- [To do]:
Sort through the material below and copy each line with "down".
⟨
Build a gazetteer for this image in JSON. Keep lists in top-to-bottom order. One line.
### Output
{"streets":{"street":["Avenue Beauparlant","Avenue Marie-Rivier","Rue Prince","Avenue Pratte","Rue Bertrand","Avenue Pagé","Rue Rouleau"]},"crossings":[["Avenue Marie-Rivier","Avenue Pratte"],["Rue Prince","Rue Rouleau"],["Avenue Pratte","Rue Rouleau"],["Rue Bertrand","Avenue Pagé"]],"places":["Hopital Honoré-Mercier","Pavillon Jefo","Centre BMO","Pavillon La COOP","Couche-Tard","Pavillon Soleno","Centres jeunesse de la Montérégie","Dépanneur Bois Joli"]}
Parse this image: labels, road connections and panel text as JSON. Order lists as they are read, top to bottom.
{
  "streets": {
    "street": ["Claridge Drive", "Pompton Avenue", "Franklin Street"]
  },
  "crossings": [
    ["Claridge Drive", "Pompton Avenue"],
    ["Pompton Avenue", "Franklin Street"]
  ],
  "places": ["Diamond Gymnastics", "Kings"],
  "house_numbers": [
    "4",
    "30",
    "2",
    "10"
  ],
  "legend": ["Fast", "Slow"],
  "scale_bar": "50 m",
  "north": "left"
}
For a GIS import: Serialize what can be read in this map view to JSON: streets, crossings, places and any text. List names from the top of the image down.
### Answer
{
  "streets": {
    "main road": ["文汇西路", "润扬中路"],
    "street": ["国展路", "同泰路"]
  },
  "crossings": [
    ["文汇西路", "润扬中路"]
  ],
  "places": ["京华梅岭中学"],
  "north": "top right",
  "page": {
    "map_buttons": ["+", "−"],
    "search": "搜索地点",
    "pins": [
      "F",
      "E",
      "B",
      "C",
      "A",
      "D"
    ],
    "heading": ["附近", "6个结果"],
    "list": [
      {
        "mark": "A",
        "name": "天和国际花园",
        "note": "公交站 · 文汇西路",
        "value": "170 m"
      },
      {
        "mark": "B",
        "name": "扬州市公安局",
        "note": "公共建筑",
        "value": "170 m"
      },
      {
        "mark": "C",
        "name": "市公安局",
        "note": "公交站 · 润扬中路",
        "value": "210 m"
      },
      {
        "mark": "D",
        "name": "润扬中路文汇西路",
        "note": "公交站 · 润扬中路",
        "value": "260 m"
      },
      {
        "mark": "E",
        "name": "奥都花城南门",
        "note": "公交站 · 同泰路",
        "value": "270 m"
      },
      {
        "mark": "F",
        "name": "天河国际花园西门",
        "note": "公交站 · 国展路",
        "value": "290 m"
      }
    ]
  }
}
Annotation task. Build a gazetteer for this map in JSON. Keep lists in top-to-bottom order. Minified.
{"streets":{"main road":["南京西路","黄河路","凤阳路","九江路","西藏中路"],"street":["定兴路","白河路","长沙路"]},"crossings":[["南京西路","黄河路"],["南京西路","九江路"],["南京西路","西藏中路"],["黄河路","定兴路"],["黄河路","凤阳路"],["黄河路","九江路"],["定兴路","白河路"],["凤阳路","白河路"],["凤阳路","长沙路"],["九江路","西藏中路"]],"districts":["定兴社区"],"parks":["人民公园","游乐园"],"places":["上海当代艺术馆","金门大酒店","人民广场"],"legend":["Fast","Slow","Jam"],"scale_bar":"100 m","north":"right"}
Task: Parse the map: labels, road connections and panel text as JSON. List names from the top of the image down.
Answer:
⟩
- [Solution to the exercise]:
For a GIS import: Serialize what can be read in this map view to JSON: streets, crossings, places and any text. List names from the top of the image down.
Task: Parse the map: labels, road connections and panel text as JSON. List names from the top of the image down.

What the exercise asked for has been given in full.